====== Task input ======
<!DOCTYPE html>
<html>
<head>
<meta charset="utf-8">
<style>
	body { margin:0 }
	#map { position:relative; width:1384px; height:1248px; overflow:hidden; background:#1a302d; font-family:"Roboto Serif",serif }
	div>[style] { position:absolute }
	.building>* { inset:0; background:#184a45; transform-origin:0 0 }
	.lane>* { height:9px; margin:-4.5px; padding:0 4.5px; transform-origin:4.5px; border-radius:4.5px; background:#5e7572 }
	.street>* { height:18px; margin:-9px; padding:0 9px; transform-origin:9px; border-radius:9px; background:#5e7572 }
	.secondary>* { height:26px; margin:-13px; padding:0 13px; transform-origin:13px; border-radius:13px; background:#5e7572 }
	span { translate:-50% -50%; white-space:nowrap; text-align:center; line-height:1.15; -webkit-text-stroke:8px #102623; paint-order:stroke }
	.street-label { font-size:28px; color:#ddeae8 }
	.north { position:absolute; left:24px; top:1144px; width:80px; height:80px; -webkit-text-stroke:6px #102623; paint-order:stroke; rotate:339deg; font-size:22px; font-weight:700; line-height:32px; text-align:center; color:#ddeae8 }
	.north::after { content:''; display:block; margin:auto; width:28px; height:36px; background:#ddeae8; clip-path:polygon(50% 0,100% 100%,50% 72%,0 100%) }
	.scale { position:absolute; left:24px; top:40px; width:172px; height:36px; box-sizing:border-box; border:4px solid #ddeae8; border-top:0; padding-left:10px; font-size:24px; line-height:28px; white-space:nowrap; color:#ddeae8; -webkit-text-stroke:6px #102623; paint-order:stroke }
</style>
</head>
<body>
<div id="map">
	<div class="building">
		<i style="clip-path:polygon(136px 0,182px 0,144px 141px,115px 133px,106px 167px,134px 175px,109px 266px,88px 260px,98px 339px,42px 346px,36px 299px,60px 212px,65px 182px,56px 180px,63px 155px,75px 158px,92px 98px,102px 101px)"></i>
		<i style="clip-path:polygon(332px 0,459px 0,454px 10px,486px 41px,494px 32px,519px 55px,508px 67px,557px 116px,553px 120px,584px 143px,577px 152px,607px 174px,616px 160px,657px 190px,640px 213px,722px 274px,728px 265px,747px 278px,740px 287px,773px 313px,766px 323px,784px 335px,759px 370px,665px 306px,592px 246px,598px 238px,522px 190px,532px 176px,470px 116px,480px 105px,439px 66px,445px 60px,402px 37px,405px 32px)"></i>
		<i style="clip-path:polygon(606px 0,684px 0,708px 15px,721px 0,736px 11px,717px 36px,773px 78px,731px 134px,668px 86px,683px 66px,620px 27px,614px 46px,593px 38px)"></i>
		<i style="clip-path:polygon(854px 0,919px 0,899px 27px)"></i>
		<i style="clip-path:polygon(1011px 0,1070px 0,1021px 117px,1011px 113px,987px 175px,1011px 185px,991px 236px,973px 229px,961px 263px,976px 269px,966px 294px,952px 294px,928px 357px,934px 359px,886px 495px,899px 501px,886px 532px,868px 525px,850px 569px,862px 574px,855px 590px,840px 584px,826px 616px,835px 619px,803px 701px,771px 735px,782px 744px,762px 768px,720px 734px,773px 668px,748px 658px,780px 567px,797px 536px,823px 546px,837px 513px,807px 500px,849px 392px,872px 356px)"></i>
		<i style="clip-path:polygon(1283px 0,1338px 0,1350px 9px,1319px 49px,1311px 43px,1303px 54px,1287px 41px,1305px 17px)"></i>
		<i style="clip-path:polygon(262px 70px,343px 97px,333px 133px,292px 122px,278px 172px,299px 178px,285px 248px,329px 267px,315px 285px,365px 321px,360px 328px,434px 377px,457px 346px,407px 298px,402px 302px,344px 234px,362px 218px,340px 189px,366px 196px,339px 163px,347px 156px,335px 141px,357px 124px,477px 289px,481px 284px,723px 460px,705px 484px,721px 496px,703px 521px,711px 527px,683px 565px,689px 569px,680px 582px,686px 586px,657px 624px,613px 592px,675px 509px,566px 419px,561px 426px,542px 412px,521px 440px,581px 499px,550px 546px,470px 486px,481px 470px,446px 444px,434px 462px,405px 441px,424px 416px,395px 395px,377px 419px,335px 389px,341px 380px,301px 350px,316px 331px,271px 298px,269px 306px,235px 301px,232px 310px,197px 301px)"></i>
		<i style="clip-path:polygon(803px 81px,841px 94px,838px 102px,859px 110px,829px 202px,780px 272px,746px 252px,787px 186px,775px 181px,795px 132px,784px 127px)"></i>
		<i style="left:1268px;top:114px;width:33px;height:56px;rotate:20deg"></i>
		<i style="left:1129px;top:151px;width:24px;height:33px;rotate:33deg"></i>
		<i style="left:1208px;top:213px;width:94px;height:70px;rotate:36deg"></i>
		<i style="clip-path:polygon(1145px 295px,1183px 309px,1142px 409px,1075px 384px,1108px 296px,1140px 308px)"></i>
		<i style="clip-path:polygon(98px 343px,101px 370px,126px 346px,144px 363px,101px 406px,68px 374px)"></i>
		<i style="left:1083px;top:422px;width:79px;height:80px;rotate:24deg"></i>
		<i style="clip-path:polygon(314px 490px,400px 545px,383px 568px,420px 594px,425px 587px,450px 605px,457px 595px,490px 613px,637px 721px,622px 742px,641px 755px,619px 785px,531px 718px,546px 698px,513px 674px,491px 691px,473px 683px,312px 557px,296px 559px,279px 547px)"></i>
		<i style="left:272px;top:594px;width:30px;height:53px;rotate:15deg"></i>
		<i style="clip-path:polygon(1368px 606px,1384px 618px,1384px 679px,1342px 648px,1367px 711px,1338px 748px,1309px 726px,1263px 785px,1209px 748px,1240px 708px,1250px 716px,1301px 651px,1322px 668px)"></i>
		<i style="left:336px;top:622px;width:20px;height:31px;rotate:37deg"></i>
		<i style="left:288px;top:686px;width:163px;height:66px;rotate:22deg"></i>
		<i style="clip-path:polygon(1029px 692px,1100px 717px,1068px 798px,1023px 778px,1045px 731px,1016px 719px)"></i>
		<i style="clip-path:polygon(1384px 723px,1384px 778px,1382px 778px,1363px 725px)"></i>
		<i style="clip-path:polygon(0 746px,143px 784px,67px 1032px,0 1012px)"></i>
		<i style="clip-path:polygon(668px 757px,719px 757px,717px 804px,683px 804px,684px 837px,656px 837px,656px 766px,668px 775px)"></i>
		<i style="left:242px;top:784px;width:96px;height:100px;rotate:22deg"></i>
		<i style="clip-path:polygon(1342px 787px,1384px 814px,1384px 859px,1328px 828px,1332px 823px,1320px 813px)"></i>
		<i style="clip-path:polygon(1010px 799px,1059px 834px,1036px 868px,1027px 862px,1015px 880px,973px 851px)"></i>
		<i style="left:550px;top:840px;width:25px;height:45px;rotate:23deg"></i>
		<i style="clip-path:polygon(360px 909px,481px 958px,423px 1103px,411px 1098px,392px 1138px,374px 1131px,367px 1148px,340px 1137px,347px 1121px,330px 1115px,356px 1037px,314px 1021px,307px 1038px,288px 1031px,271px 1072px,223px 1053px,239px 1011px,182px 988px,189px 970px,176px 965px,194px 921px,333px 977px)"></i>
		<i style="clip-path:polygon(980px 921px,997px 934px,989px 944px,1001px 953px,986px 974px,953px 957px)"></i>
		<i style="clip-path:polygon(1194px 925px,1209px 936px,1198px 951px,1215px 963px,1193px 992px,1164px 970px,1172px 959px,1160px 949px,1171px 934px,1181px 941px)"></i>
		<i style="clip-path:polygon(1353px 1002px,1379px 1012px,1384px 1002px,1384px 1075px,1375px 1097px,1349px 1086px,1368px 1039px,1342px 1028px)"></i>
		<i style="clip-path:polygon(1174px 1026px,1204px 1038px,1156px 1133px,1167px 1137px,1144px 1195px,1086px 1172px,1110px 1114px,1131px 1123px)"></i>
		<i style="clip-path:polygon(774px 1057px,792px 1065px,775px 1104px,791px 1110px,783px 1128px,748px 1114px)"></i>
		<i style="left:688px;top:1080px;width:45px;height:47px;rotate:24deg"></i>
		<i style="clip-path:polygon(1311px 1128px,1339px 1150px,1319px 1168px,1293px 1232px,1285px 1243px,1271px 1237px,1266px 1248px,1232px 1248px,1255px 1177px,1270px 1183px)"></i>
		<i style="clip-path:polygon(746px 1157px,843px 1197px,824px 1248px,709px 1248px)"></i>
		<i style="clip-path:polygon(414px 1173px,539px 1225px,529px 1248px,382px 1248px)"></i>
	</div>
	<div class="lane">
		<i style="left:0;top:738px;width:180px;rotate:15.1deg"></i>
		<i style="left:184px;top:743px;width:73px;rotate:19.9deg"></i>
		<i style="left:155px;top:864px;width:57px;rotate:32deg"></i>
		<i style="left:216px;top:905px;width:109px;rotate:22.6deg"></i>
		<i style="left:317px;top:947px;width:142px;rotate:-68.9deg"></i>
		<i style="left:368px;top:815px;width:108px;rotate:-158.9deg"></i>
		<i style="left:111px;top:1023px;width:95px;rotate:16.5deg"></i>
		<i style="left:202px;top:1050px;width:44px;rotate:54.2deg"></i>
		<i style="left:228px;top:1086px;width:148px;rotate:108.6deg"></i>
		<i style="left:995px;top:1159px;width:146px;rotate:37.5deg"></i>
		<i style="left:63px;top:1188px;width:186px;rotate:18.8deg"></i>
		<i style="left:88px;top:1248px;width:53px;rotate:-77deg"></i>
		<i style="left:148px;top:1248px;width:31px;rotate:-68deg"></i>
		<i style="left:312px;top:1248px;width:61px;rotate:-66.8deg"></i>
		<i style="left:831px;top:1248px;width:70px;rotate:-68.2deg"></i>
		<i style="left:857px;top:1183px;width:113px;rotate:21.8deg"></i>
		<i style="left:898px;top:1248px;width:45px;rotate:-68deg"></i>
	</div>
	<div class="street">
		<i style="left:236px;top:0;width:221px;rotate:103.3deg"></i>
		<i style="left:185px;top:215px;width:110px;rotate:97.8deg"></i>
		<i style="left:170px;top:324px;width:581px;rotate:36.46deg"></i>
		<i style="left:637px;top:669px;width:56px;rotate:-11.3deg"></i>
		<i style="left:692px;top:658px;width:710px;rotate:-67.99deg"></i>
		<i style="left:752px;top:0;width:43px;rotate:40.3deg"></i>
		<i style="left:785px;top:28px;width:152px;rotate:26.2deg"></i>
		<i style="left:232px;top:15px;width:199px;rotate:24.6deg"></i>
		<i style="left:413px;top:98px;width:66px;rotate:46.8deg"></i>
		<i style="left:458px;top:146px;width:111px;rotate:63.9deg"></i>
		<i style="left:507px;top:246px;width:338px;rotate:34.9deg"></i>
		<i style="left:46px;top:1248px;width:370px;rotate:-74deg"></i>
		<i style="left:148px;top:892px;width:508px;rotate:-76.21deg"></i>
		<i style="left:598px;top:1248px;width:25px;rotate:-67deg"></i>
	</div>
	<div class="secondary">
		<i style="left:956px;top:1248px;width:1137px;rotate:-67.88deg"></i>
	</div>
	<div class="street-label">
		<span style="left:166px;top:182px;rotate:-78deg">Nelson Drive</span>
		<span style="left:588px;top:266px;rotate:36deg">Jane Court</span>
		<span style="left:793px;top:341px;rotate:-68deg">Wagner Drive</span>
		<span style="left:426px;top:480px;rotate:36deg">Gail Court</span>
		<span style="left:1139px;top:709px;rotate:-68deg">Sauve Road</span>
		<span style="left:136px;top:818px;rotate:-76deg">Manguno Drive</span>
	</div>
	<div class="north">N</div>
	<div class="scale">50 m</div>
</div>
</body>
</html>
======
▸ Problem to work on: Retype every line up to and including the one that contains "height:9px; margin:-4.5px; padding:0", beginning at the first line of the records, with no edits.

▸ Problem solution:
<!DOCTYPE html>
<html>
<head>
<meta charset="utf-8">
<style>
	body { margin:0 }
	#map { position:relative; width:1384px; height:1248px; overflow:hidden; background:#1a302d; font-family:"Roboto Serif",serif }
	div>[style] { position:absolute }
	.building>* { inset:0; background:#184a45; transform-origin:0 0 }
	.lane>* { height:9px; margin:-4.5px; padding:0 4.5px; transform-origin:4.5px; border-radius:4.5px; background:#5e7572 }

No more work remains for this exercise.